EMT was first characterized into three types during a 2007 meeting on EMT in Poland and a subsequent meeting in March 2008 at Cold Spring Harbor Laboratories. Specifically, Type III EMT is associated with carcinomas. While thousands of papers have been published on the topic of this type III EMT, patients still face related therapeutic challenges such as disease progression, recurrence, and therapy resistance. Understanding what drives EMT in cancer, how it is activated, and the results of its activation are the only way to alleviate these outcomes for patients and promote improved prognosis.
To understand EMT’s role in metastasis and the surrounding controversy, look no further than a series of papers that nearly turned the field upside down. EMT was the leading explanation for how and why metastasis happens. The idea began with studies that showed how epithelial tumor cells that had detached from the main tumor would die due to lack of cell-to-cell adhesion or immune attack. It was only by losing those traits and acquiring mesenchymal characteristics that tumor cells could enter, survive through, and exit the circulation. This idea was not 100% universal, though, with papers carving out caveats and stipulations that narrowed and narrowed the applicability of this concept. One such paper was published in 2013 and describes that tumor cells found in the circulation are not the homogenous mesenchymal phenotype described in the EMT-metastasis hypothesis. Rather, the authors described the presence of heterogeneous, small clusters of circulating tumor cells in the blood, which opened the door to the possibility that cells could metastasize without EMT. This paper opened the door to further criticisms and the most controversial paper to date was released by Fisher et. al. in Nature in 2015. In it, authors challenged the leading consensus that EMT was required for cancer metastasis by studying which types of cells were actually seeding metastatic sites. Using a mouse lineage-tracing model, these researchers created a genetic system that would turn all epithelial cancer cells red by expressing red fluorescence protein (RFP) under a Cre-Lox reporter system. This system allowed for cells activating EMT to then turn permanently green by expressing green fluorescence protein (GFP). Researchers demonstrated the effectiveness of this system by showing that the primary tumors were predominantly RFP-positive, but then also that the metastases were also mostly RFP-positive, suggesting that these cells did not activate EMT in order to metastasize. However, the paper does concede that, following chemotherapy, cells activate EMT to colonize metastatic sites.

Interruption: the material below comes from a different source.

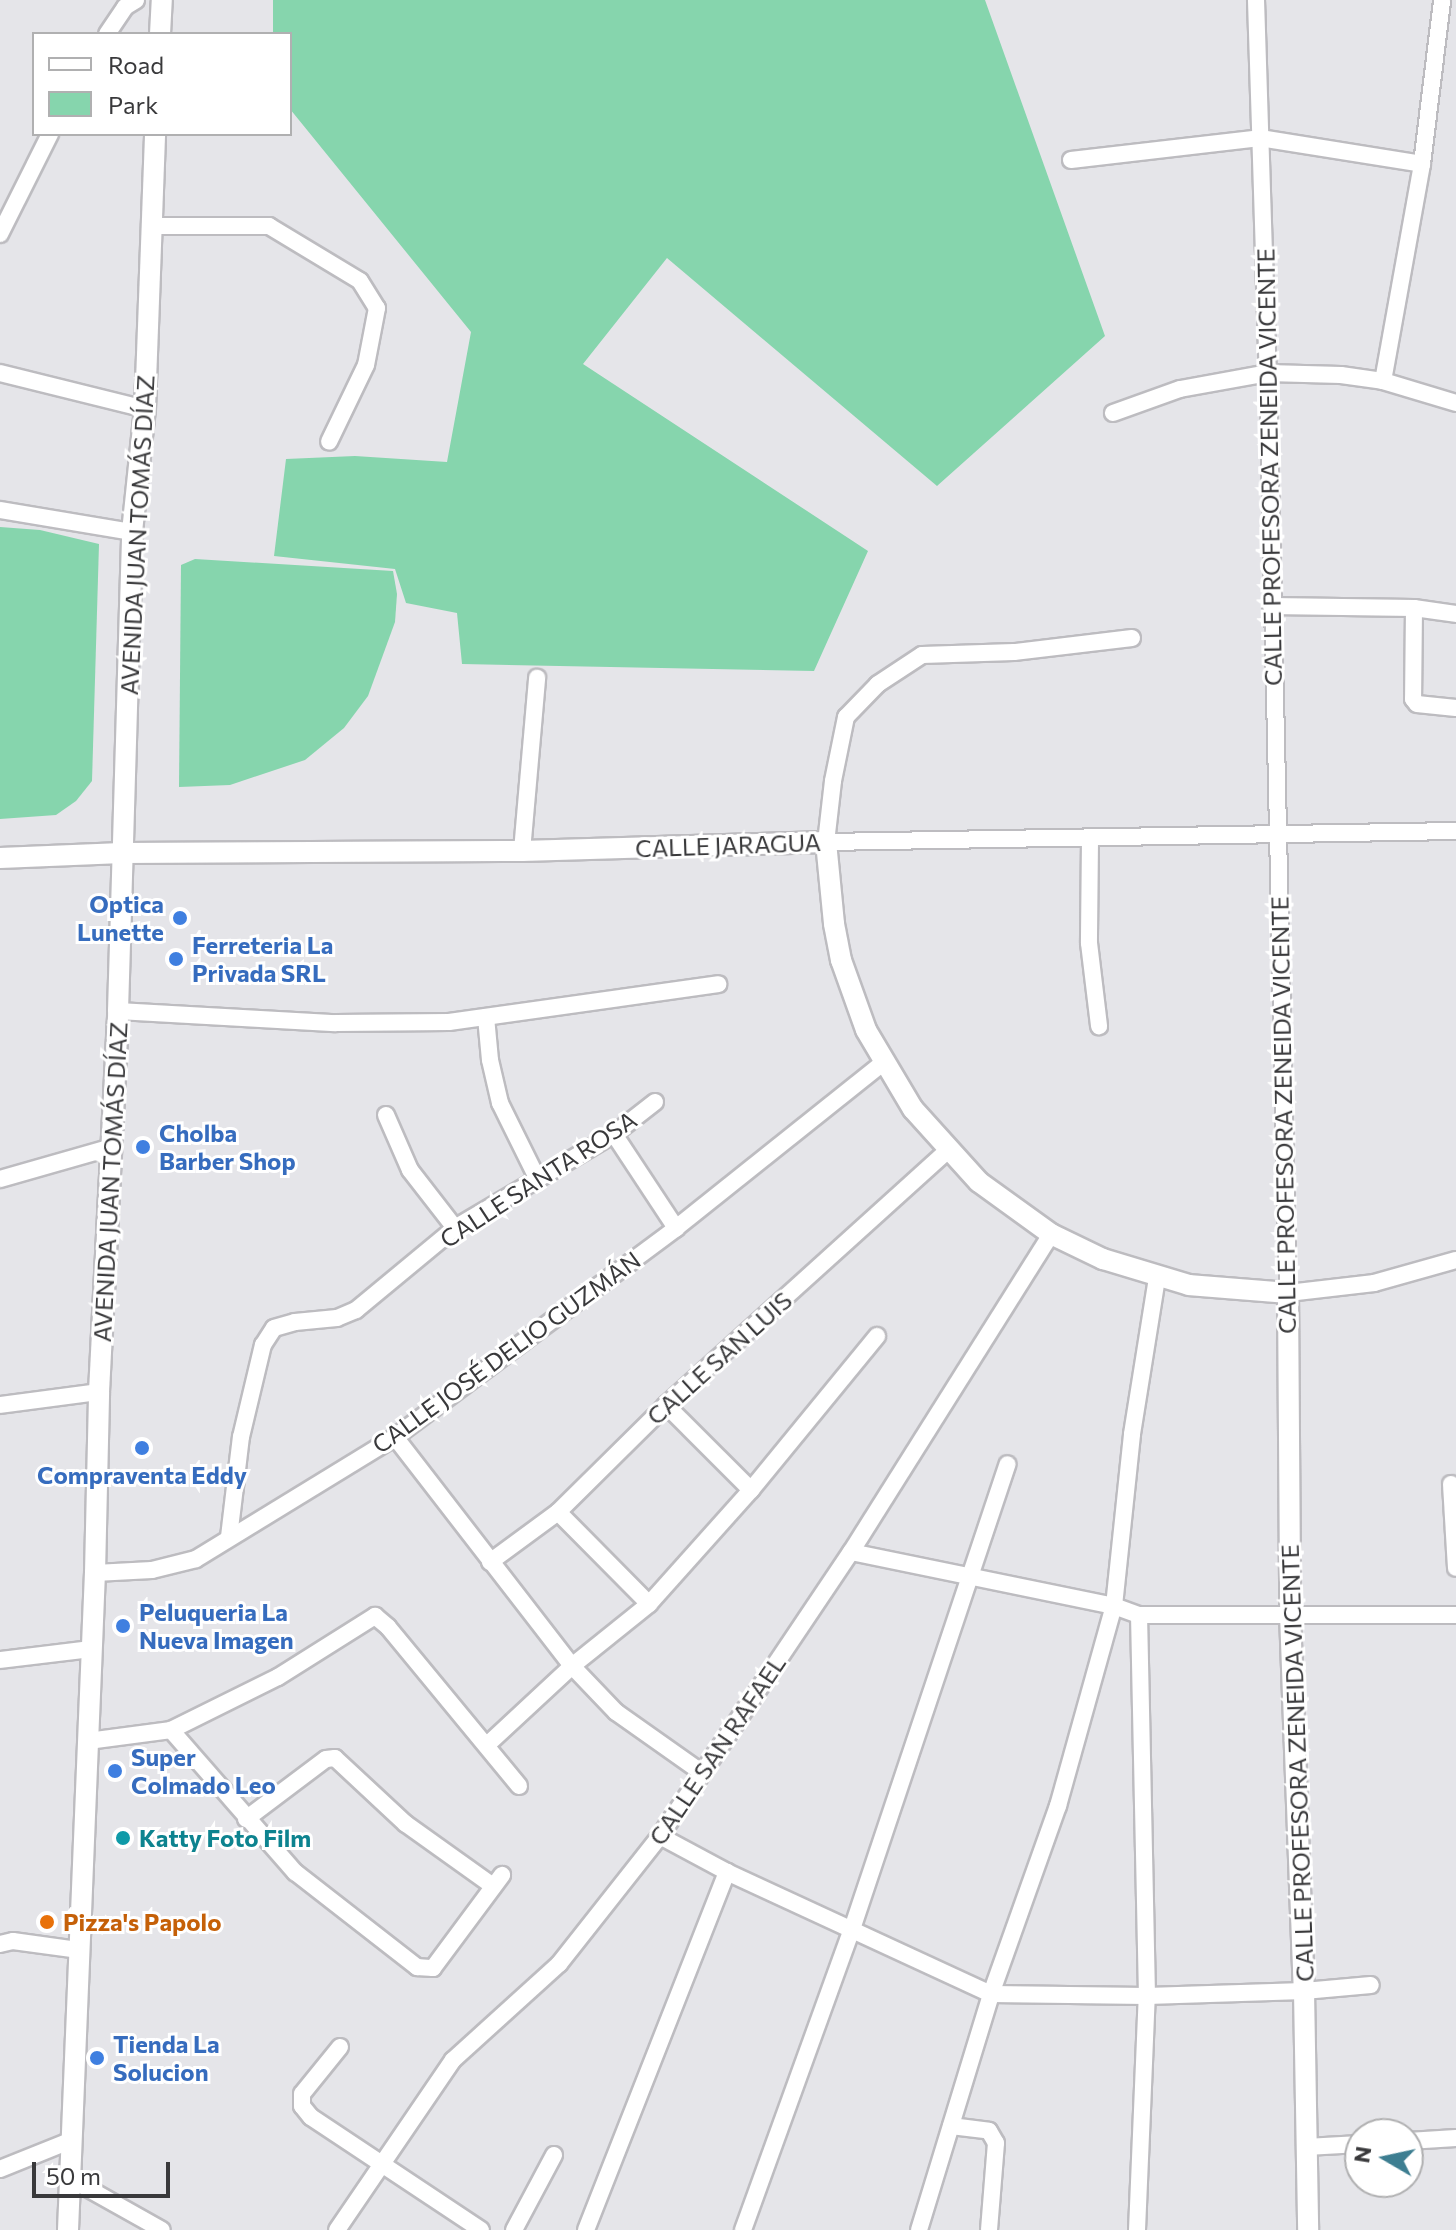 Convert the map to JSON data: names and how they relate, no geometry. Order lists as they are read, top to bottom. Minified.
{"streets":{"street":["CALLE PROFESORA ZENEIDA VICENTE","AVENIDA JUAN TOMÁS DÍAZ","CALLE JARAGUA","CALLE SANTA ROSA","CALLE JOSÉ DELIO GUZMÁN","CALLE SAN LUIS","CALLE SAN RAFAEL"]},"crossings":[["CALLE PROFESORA ZENEIDA VICENTE","CALLE JARAGUA"],["AVENIDA JUAN TOMÁS DÍAZ","CALLE JARAGUA"],["AVENIDA JUAN TOMÁS DÍAZ","CALLE JOSÉ DELIO GUZMÁN"],["CALLE SANTA ROSA","CALLE JOSÉ DELIO GUZMÁN"]],"places":["Optica Lunette","Ferreteria La Privada SRL","Cholba Barber Shop","Compraventa Eddy","Peluqueria La Nueva Imagen","Super Colmado Leo","Katty Foto Film","Pizza's Papolo","Tienda La Solucion"],"legend":["Road","Park"],"scale_bar":"50 m","north":"left"} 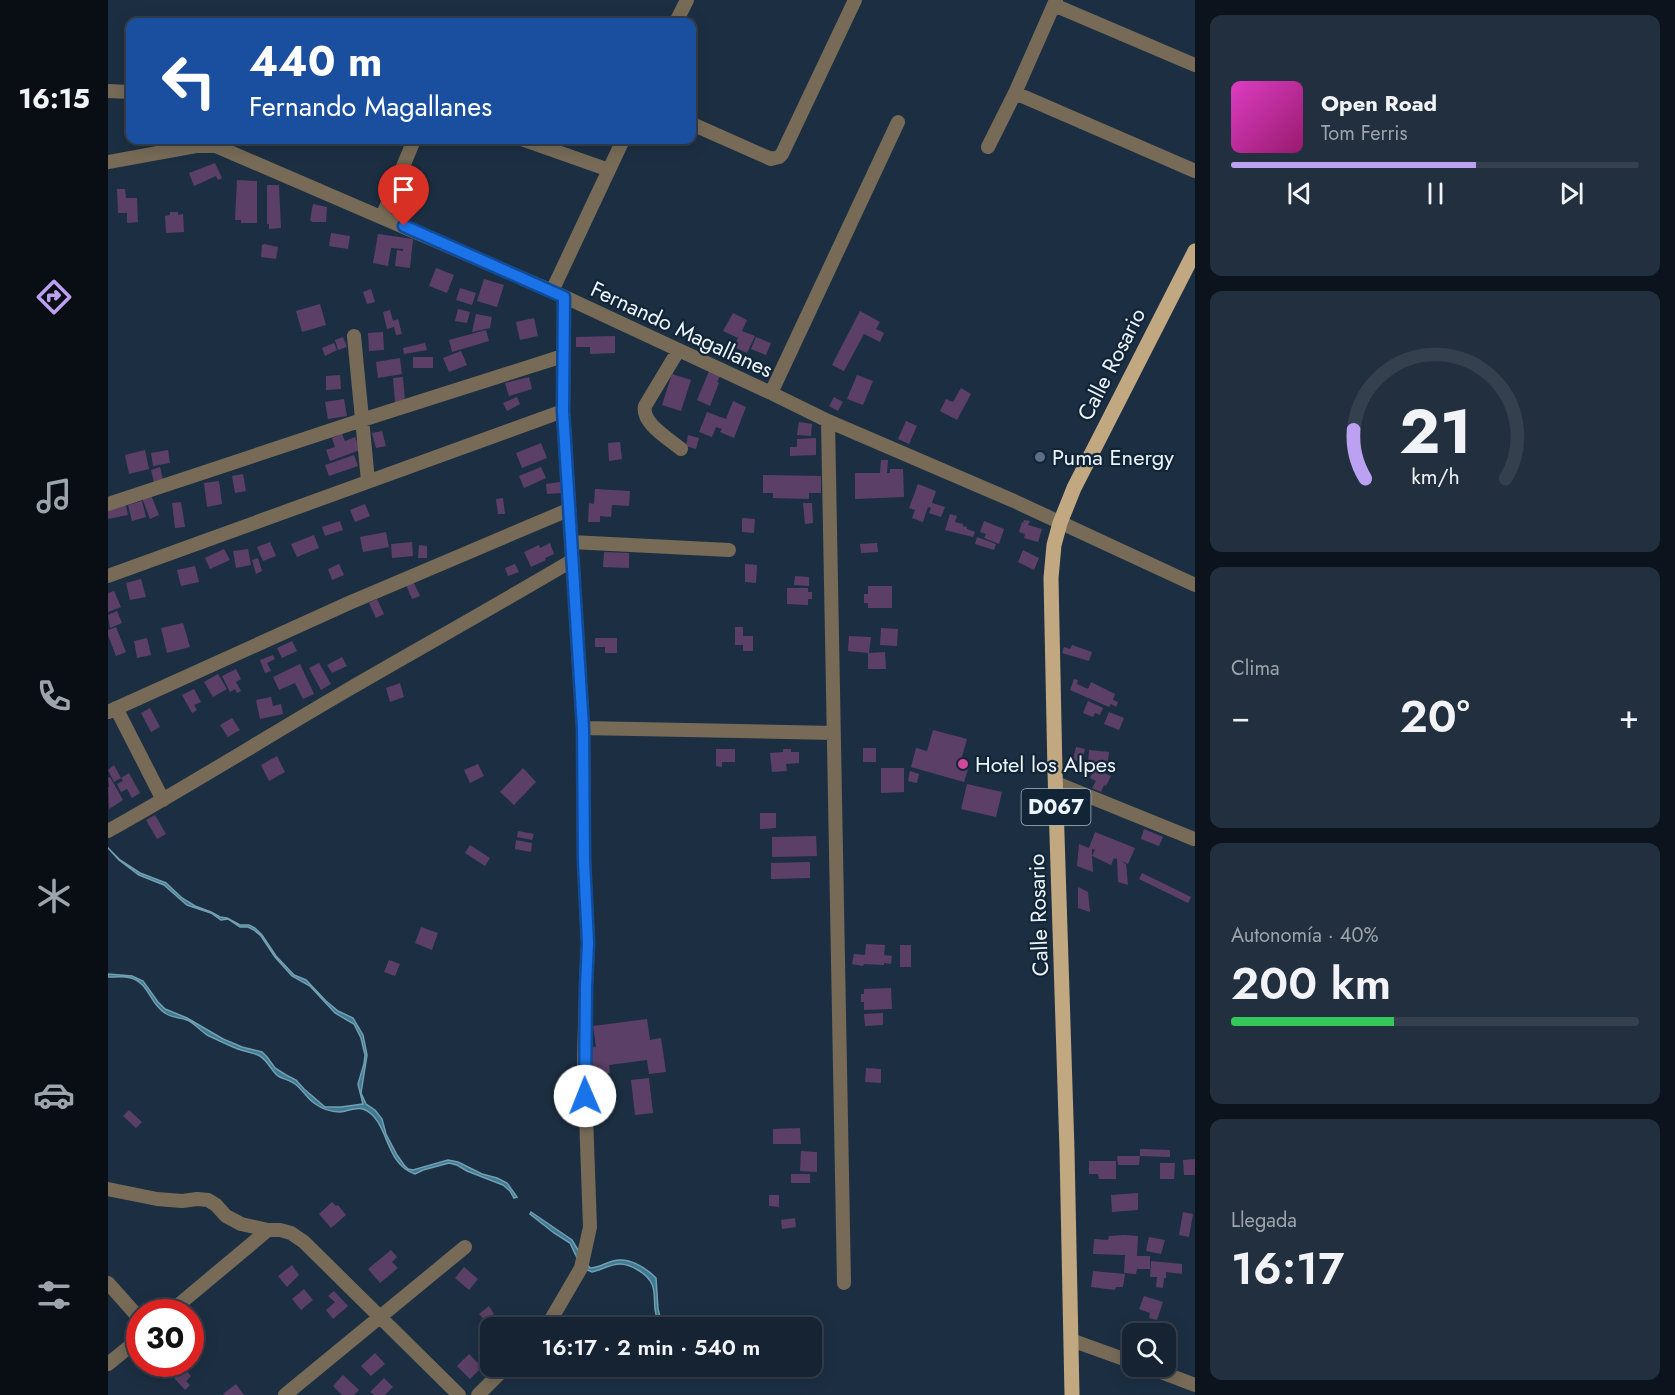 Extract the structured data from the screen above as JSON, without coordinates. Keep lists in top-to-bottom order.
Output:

Most interestingly, though, was the rebuttal paper that followed the 2015 Fisher paper. This paper came out of Dr. Robert Weinberg’s lab, a scientist known as the “Father of EMT.” He has dedicated his career to the notion that EMT drives metastasis, so it was almost expected from the scientific community that his rebuttal was imminent. By July of the following year, the Brief Communications Arising article was released from the Weinberg lab on the premise that the Fisher paper did not, in fact, prove EMT did not happen. The rebuttal leaned on the decades of research describing EMT as a complex process happening along a network of signaling channels and “related cell-biological programs.” The 2016 Weinberg article explored the inefficiency of the mouse model used in the Fisher paper, stating that some of the cells may not have expressed the Cre-Lox reporter system and some of the cells may not have appropriately activated GFP expression, indicating a leaky system. Secondly, they challenged the EMT marker that the Fisher paper relied heavily on, stating that Fsp1 is not the “critical gatekeeper gene of EMT initiation” as Fisher et. al. described it. To strengthen this, the rebuttal article yields that EMT-research has described it as an imperfect system, where even some of the key proteins, such as vimentin, are not always expressed. When the Weinberg lab used the same system as Fisher, but used a protein more tightly associated with EMT for the knockout, they noted that metastases nearly disappeared with this loss of ability to activate EMT. Ultimately, the rebuttal paper “conclude[d] that the Fischer et. al. report was insufficient to rule out the contribution of EMT to metastasis.”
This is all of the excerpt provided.